Tuesday January 15, 2008 in |

5 Stars

After finishing J.M.Coetzee’s Disgrace I was reminded of Philip Roth’s Everyman, a novel I had high regard for although one I forgot to include in my recent summary of favourites from 2007. Like Roth’s novel, Disgrace follows an ageing and at first not particularly likeable man as he quenches his sexual thirst, in this case with consequences that totally alter the course of his life. David Lurie is a university professor in Cape Town who, after becoming involved with one of his students, is forced to choose no option but to resign from his post and slips away quietly to lick his wounds on his daughter’s farm. Whilst living there, life takes another dramatic turn when they are both violently attacked in their home, Lurie set fire to and his daughter raped. The novel continues as they attempt to recover from this assault, and its consequences on them, their relationship and their place in the world.

JM Coetzee: Disgrace

I’ve compared Disgrace to Everyman because the two novels had a similar effect on me. A central character facing up to his middle age and beyond, and a realisation that they will never again be able to charm a young and attractive girl. Coetzee’s Lurie settles for an affair with the plain and unattractive woman he assists at a veterinary hospital, his arrogance accepting this as an ironic fall from grace. But, like Roth’s Everyman, we warm to him because, although already of a certain age, Lurie learns an incredible amount from the events in Disgrace. He doesn’t cast off all of his faults, but I found the book captivating because of this. When, towards the end of the novel, he violently confronts a man he believes to be one of the attackers I found myself supporting his anger. An emotional response, but one a reader can understand which makes Coetzee’s characters live and breathe just that little more distinctly.
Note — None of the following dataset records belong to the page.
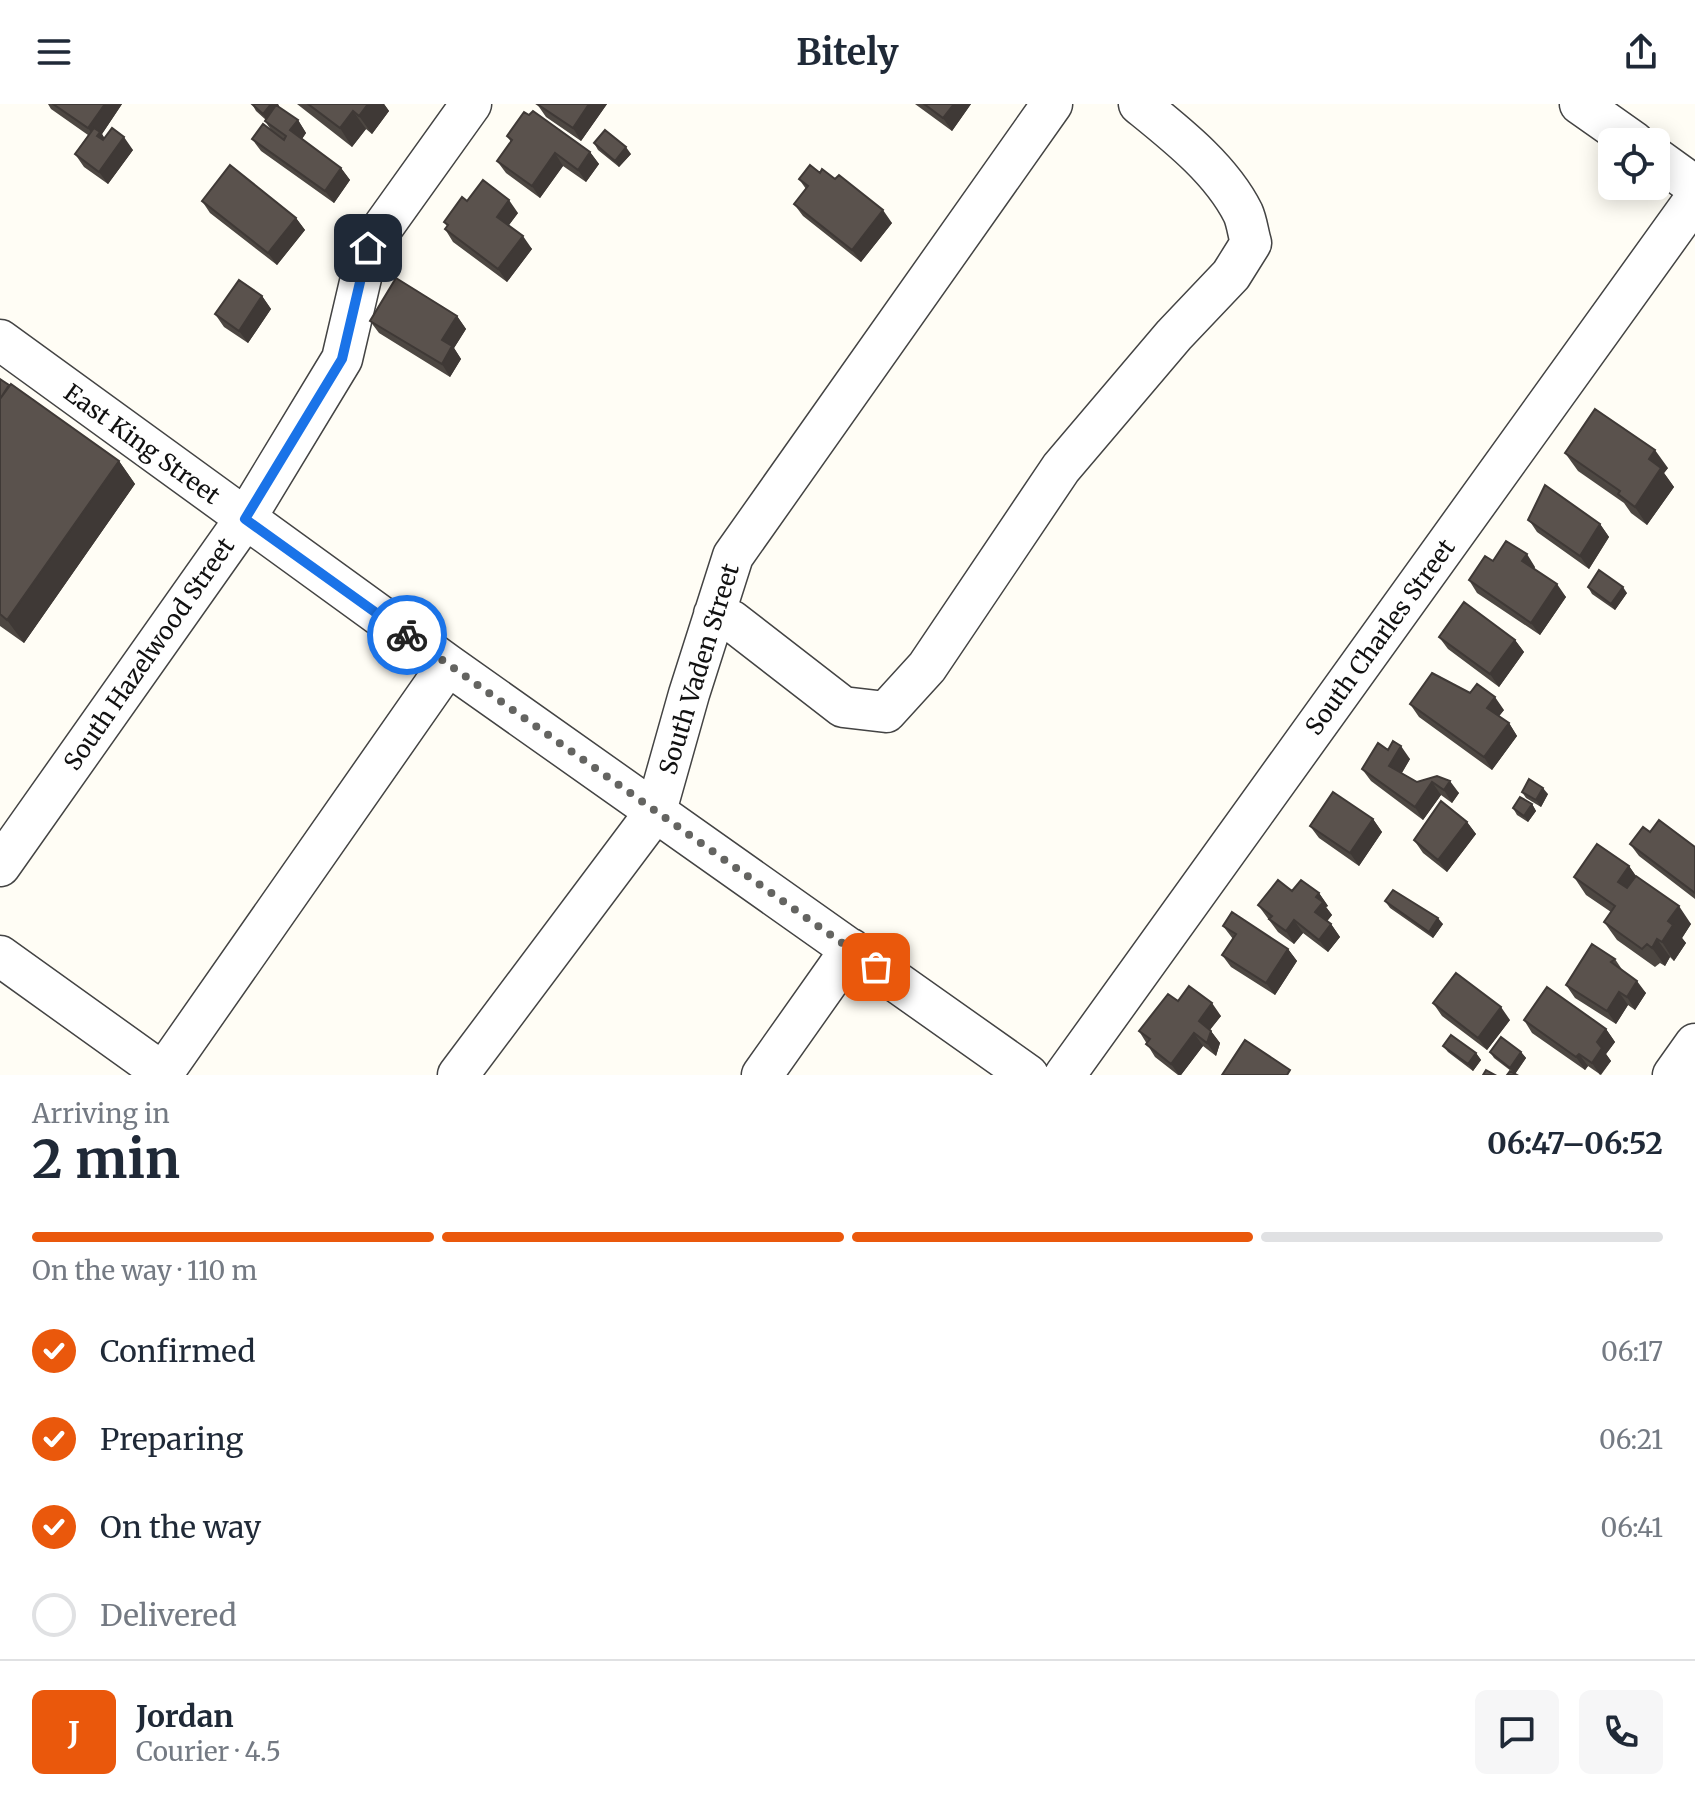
<!DOCTYPE html>
<html lang="en">
<head>
<meta charset="utf-8">
<style>
  :root { --surface:#fff; --page:#f6f6f7; --text:#1f2937; --muted:#747a83; --line:#e0e1e3; --accent:#ea580c }
  body { margin:0; font-family:Merriweather,serif; background:var(--page); color:var(--text); height:100vh; display:flex; flex-direction:column; font-size:30px; white-space:nowrap }
  * { box-sizing:border-box; margin:0 }
  p { font-size:26px; color:var(--muted) }
  .icon { flex:none; width:44px; height:44px; fill:none; stroke:currentColor; stroke-width:2; stroke-linecap:round; stroke-linejoin:round }
  .map { position:relative; height:971px; overflow:hidden }
  .details { display:flex; flex-direction:column; background:var(--surface); flex:1 }
  .details>* { flex:none }
  .controls { position:absolute; left:1598px; top:24px; display:grid; gap:16px }
  .controls a { display:grid; place-items:center; width:72px; height:72px; border-radius:12px; background:var(--surface); box-shadow:0 4px 20px #0003; font-size:40px }
  .pin { position:absolute; display:grid; place-items:center; width:68px; height:68px; color:#fff; margin:-34px; border-radius:16px; box-shadow:0 4px 12px #0006 }
  .courier { position:absolute; display:grid; place-items:center; width:80px; height:80px; margin:-40px; border:6px solid #1a73e8; border-radius:50%; background:#fff; color:#222; box-shadow:0 2px 10px #0007 }
  .overview em { font-style:normal; font-weight:700 }
  .overview div { display:flex; flex-direction:column-reverse }
  .overview { display:flex; align-items:center; justify-content:space-between; height:136px; padding:0 32px }
  h1 { font-size:52px; font-weight:700; line-height:60px }
  .bar { display:grid; grid-template-columns:repeat(4,1fr); gap:12px 8px; align-content:center; height:96px; padding:0 32px }
  .bar i { height:10px; border-radius:6px; background:var(--line) }
  .bar .on { background:var(--accent) }
  .bar p { grid-column:span 4 }
  .line { display:flex; align-items:center; gap:20px; padding:0 32px; border-top:2px solid var(--line) }
  .line div { flex:1 }
  .round { display:grid; place-items:center; flex:none; width:84px; height:84px; border-radius:12px; background:var(--page) }
  ol { padding:0 32px; list-style:none }
  li { display:flex; align-items:center; gap:24px; height:88px }
  li p { margin-inline-start:auto }
  li .icon { padding:8px; border-radius:50%; background:var(--accent); color:#fff; stroke-width:4 }
  li:last-child { color:var(--muted) }
  li i { width:44px; height:44px; border:4px solid var(--line); border-radius:50% }
  header { display:flex; justify-content:space-between; align-items:center; height:104px; padding:0 32px; background:var(--surface); font-size:36px; font-weight:700 }
  .map>svg:first-child { display:block }
  .lines { fill:none; stroke-linecap:round; stroke-linejoin:round }
  .minor-casing { stroke:#444; stroke-width:43 }
  .minor { stroke:#fff; stroke-width:40 }
  .wall { fill:#4d4742 }
  .shaded-wall { fill:#3f3936 }
  .building { fill:#5a524d; stroke:#3f3936; stroke-width:2 }
  .done { stroke:#646461; stroke-width:8; stroke-dasharray:0 14.4 }
  .route { stroke:#1a73e8; stroke-width:10 }
  .labels { text-anchor:middle; dominant-baseline:central; stroke-width:8; stroke-linejoin:round; paint-order:stroke }
  .street-label { font-size:24px; fill:#111; stroke:#fff }
</style>
</head>
<body>
<header><svg class="icon" aria-label="menu" viewBox="0 0 24 24"><path d="M4 6h16M4 12h16M4 18h16"/></svg>Bitely<svg class="icon" aria-label="share" viewBox="0 0 24 24"><path d="M12 15V3M7 8l5-5 5 5M5 13v7h14v-7"/></svg></header>
<div class="map">
<svg width="1695" height="971" viewBox="0 0 1695 971">
  <rect width="100%" height="100%" fill="#fffdf5"/>
  <g class="lines">
    <defs>
      <path id="minor" d="M1580,0L1634,38
        M1656,54L1695,82
        M0,236L448,561L1028,971
        M714,510L732,517L843,603L886,608L927,563L1061,364L1174,231L1231,171L1251,139C1248,129 1247,118 1243,109C1221,65 1176,30 1139,0
        M0,762L245,415L342,255L368,144L471,0
        M0,852L166,971
        M163,969L448,561
        M458,971L656,707L689,590L733,452L1052,0
        M762,971L851,845
        M1065,971L1695,95
        M1673,971L1695,940"/>
    </defs>
    <use href="#minor" class="minor-casing"/>
    <use href="#minor" class="minor"/>
  </g>
  <path class="wall" d="M48,0H122L102,30L104,34L133,46L108,80L84,63L75,50L88,31L51,5Z
    M252,0H278L279,3L298,16L306,29L302,35L341,64L350,76L334,99L261,47L252,35L271,26L265,17L266,16L256,7Z
    M297,0H384L389,7L372,30L366,25L352,43Z
    M537,0H607L581,37L546,13Z
    M915,0H971L952,27Z
    M507,32L590,48L599,60L586,78L563,62L540,94L506,69L497,57L511,38Z
    M594,39L631,50L619,63L598,46Z
    M820,69L892,119L861,158L803,112L794,100L806,85L799,75Z
    M202,97L296,114L305,126L277,161L210,109Z
    M467,97L518,109L509,121L532,145L507,178L453,138L445,125L447,122L444,118Z
    M262,192L271,205L248,239L224,223L215,210Z
    M457,212L466,225L454,244L461,255L450,273L379,229L370,217Z
    M0,275L119,357L135,380L24,539L0,522Z
    M1565,349L1668,364L1664,369L1674,383L1647,421L1631,409L1624,399L1578,367Z
    M1529,416L1600,420L1609,433L1589,465L1537,428Z
    M1493,457L1535,463L1534,465L1566,493L1540,531L1477,489L1469,476Z
    M1588,483L1627,489L1615,506L1592,490Z
    M1439,533L1515,536L1524,548L1499,583L1448,545Z
    M1410,600L1504,606L1499,612L1509,619L1517,632L1492,666L1419,613Z
    M1388,646L1410,655L1402,669L1417,678L1437,672L1459,689L1452,699L1441,691L1423,716L1371,677L1362,665Z
    M1522,688L1548,690L1541,703L1526,694Z
    M1532,700L1536,707L1528,718L1517,711L1513,704Z
    M1373,715L1382,728L1359,762L1319,734L1310,722Z
    M1467,718L1476,730L1447,768L1423,749L1414,736Z
    M1650,728L1695,743V795L1639,752L1630,740Z
    M1629,762L1636,772L1691,820L1682,834L1686,839L1674,857L1670,853L1665,862L1660,859L1655,863L1617,836L1604,818L1611,808L1586,791L1574,773Z
    M1292,787L1319,789L1328,802L1326,803L1332,811L1327,817L1331,820L1340,833L1328,848L1303,829L1294,840L1278,828L1258,801Z
    M1385,797L1443,820L1433,834L1390,804Z
    M1223,822L1288,845L1297,857L1275,891L1231,863L1222,851L1233,835Z
    M1615,855L1623,867L1646,889L1635,906L1628,901L1616,920L1575,894L1566,881Z
    M1178,897L1221,912L1210,926L1220,939L1216,952L1203,942L1181,971H1178L1155,953L1139,927Z
    M1433,899L1510,916L1487,946L1442,912Z
    M1524,916L1606,925L1615,938L1606,950L1611,957L1601,971L1588,962L1585,966L1532,929Z
    M1443,942L1476,949L1481,956L1473,967L1448,948Z
    M1490,948H1521L1526,954L1515,970L1494,954Z"/>
  <path class="shaded-wall" d="M105,0H122L102,30L109,41L97,37L88,24Z
    M271,0H278L279,2L267,17L263,10Z
    M368,0H384L389,7L372,30L359,12Z
    M589,0H607L581,37L573,24Z
    M954,0H971L952,27L943,14Z
    M353,7L366,25L352,43L340,24Z
    M298,16L306,29L299,39L290,26Z
    M124,33L133,46L108,80L99,68Z
    M626,43L631,50L619,63L615,57Z
    M590,48L599,60L586,78L578,66Z
    M555,49L563,62L540,94L532,82Z
    M341,64L350,76L334,99L325,87Z
    M509,96L518,109L506,125L497,113Z
    M883,106L892,119L861,158L852,146Z
    M296,114L305,126L277,161L268,149Z
    M523,132L532,145L507,178L498,165Z
    M262,192L271,205L248,239L239,227Z
    M457,212L466,225L454,244L461,255L450,273L442,260V236Z
    M1655,346L1668,364L1664,369L1674,383L1647,421L1635,403L1649,355Z
    M119,357L135,380L24,539L7,516Z
    M1600,420L1609,433L1589,465L1580,452Z
    M1527,450L1535,463L1531,470L1522,457Z
    M1557,480L1566,493L1540,531L1531,519Z
    M1623,483L1627,489L1615,506L1611,500Z
    M1515,536L1524,548L1499,583L1490,570Z
    M1495,593L1504,606L1496,616L1487,604Z
    M1509,619L1517,632L1492,666L1484,653Z
    M1401,642L1410,655L1398,675L1389,662Z
    M1450,677L1459,689L1452,699L1444,686Z
    M1432,678L1441,691L1423,716L1415,703Z
    M1543,684L1548,690L1541,703L1536,696Z
    M1532,700L1536,707L1528,718L1524,712Z
    M1373,715L1382,728L1359,762L1350,749Z
    M1467,718L1476,730L1447,768L1438,756Z
    M1629,762L1642,781L1631,797L1618,778Z
    M1319,789L1328,802L1326,803L1332,811L1324,821L1315,808L1316,793Z
    M1679,802L1691,820L1682,834L1686,839L1674,857L1662,838L1668,817Z
    M1438,814L1443,820L1433,834L1429,828Z
    M1294,816L1303,829L1294,840L1286,827Z
    M1331,820L1340,833L1328,848L1319,836Z
    M1657,835L1670,853L1665,862L1652,844Z
    M1288,845L1297,857L1275,891L1266,879Z
    M1637,877L1646,889L1635,906L1627,893Z
    M1619,888L1628,901L1616,920L1607,907Z
    M1212,899L1221,912L1207,929L1199,917Z
    M1501,903L1510,916L1487,946L1478,934Z
    M1606,925L1615,938L1606,950L1611,957L1600,971L1592,959L1597,938Z
    M1211,927L1220,939L1216,952L1207,939Z
    M1194,929L1203,942L1181,971H1179L1171,960Z
    M1521,948L1526,954L1515,970L1510,964Z
    M1476,949L1481,956L1473,967L1468,960Z
    M1579,950L1588,962L1585,966L1576,953Z"/>
  <path class="building" d="M53,0H105L88,24Z
    M252,0H271L263,10Z
    M308,0H368L359,12L353,7L340,24Z
    M537,0H589L573,24Z
    M924,0H954L943,14Z
    M276,1L298,16L290,26L341,64L325,87L252,35L263,20L284,36L286,32L265,17Z
    M533,7L590,48L578,66L555,49L532,82L497,57L512,36L507,32L524,8L529,11Z
    M94,24L100,28L97,32L103,36L112,24L124,33L99,68L75,50Z
    M605,26L626,43L615,57L594,39Z
    M230,61L296,114L268,149L202,97Z
    M810,61L820,69L822,65L835,75L839,71L883,106L852,146L794,100L808,82L799,75Z
    M483,76L509,96L497,113L523,132L498,165L445,125L448,121L444,118L462,93L467,97Z
    M396,174L457,212L442,236L452,242L442,260L370,217Z
    M239,176L262,192L239,227L215,210Z
    M0,275L9,281L0,295Z
    M11,280L119,357L7,516L0,510V295Z
    M1595,305L1655,346L1649,355L1661,364L1635,403L1618,390L1620,387L1565,349Z
    M1545,381L1600,420L1580,452L1528,416Z
    M1506,437L1527,450L1522,457L1557,480L1531,519L1469,476L1485,452L1493,457Z
    M1599,466L1623,483L1611,500L1588,483Z
    M1464,498L1515,536L1490,570L1439,533Z
    M1432,569L1470,589L1477,580L1495,593L1487,604L1509,619L1484,653L1410,600Z
    M1393,637L1401,642L1389,662L1417,678L1437,672L1450,677L1444,686L1432,678L1415,703L1362,665L1378,639L1388,646Z
    M1529,675L1543,684L1536,696L1522,688Z
    M1333,688L1373,715L1350,749L1310,722Z
    M1520,693L1532,700L1524,712L1513,704Z
    M1441,697L1467,718L1438,756L1414,736Z
    M1659,716L1695,743V789L1630,740L1643,723L1650,728Z
    M1597,740L1629,762L1618,778L1627,784L1636,772L1679,802L1668,817L1673,821L1662,838L1657,835L1652,844L1647,840L1642,845L1604,818L1615,802L1574,773Z
    M1278,776L1292,787L1301,776L1319,789L1316,793L1323,798L1315,808L1331,820L1319,836L1294,816L1286,827L1269,815L1272,812L1258,801Z
    M1393,786L1438,814L1429,828L1385,797Z
    M1232,808L1288,845L1266,879L1222,851L1236,830L1223,822Z
    M1592,840L1615,855L1611,858L1637,877L1627,893L1619,888L1607,907L1566,881Z
    M1456,869L1501,903L1478,934L1433,899Z
    M1189,882L1212,899L1199,917L1211,927L1207,939L1194,929L1171,960L1146,940L1150,935L1139,927L1168,890L1178,897Z
    M1547,883L1606,925L1597,938L1602,944L1592,959L1579,950L1576,953L1524,916Z
    M1451,931L1476,949L1468,960L1443,942Z
    M1501,933L1521,948L1510,964L1490,948Z
    M1245,936L1290,966L1287,971H1222Z
    M1486,966L1495,971H1483Z
    M1510,967L1517,971H1507Z"/>
  <g class="lines">
    <path class="done" d="M407,531L876,863"/>
    <path class="route" d="M368,144L342,255L245,415L407,531"/>
  </g>
  <g class="labels">
    <g class="street-label">
      <text transform="translate(142 340) rotate(36)">East King Street</text>
      <text transform="translate(1380 533) rotate(-54)">South Charles Street</text>
      <text transform="translate(149 550) rotate(-55)">South Hazelwood Street</text>
      <text transform="translate(699 565) rotate(-73)">South Vaden Street</text>
    </g>
  </g>
</svg>
<div class="controls">
<a><svg class="icon" aria-label="locate" viewBox="0 0 24 24"><circle cx="12" cy="12" r="6"/><path d="M12 2v4M12 18v4M2 12h4M18 12h4"/></svg></a>
</div>
<div class="pin" style="left:876px;top:863px;background:#ea580c"><svg class="icon" aria-label="bag" viewBox="0 0 24 24"><path d="M5 8h14l-1 12H6zM9 8a3 3 0 0 1 6 0"/></svg></div>
<div class="pin" style="left:368px;top:144px;background:#1f2937"><svg class="icon" aria-label="home" viewBox="0 0 24 24"><path d="M3 11l9-7 9 7M6 9v11h12V9"/></svg></div>
<div class="courier" style="left:407px;top:531px"><svg class="icon" aria-label="bike" viewBox="0 0 24 24"><circle cx="6" cy="16" r="4"/><circle cx="18" cy="16" r="4"/><path d="M6 16l4-8h5l3 8M10 8l3 8H6M13 5h3"/></svg></div>
</div>
<section class="details">
<div class="overview"><div><h1>2 min</h1><p>Arriving in</p></div><em>06:47–06:52</em></div>
<div class="bar"><i class="on"></i><i class="on"></i><i class="on"></i><i></i><p>On the way · 110 m</p></div>
<ol>
<li><svg class="icon" aria-label="check" viewBox="0 0 24 24"><path d="M5 12l5 5 9-10"/></svg>Confirmed<p>06:17</p></li>
<li><svg class="icon" aria-label="check" viewBox="0 0 24 24"><path d="M5 12l5 5 9-10"/></svg>Preparing<p>06:21</p></li>
<li><svg class="icon" aria-label="check" viewBox="0 0 24 24"><path d="M5 12l5 5 9-10"/></svg>On the way<p>06:41</p></li>
<li><i></i>Delivered</li>
</ol>
<div class="line" style="height:144px"><b class="round" style="background:var(--accent);color:#fff">J</b><div><b>Jordan</b><p>Courier · 4.5</p></div><a class="round"><svg class="icon" aria-label="chat" viewBox="0 0 24 24"><path d="M4 5h16v11H9l-5 4z"/></svg></a><a class="round"><svg class="icon" aria-label="phone" viewBox="0 0 24 24"><path d="M5 4h4l2 5-3 2q2 4 5 5l2-3 5 2v4C11 20 4 13 5 4z"/></svg></a></div>
</section>
</body>
</html>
Disgrace is written with great clarity and precision. It’s a brief work (as is Everyman) but is rich, multlayered and very profound. Lurie, although specialising as an academic in poetry, is very unpoetic. In my opinion his pursuit of the young student is ungraceful and ill-conceived. It is inevitibly his closer move towards nature, and in particular his relationship with the doomed dogs he deals with at the animal hospital, that brings him to life. And gives this novel its particularly moving ending. My first taste of Coetzee and very impressive, especially in how he manages to make such a brief novel an extremely thought provoking work.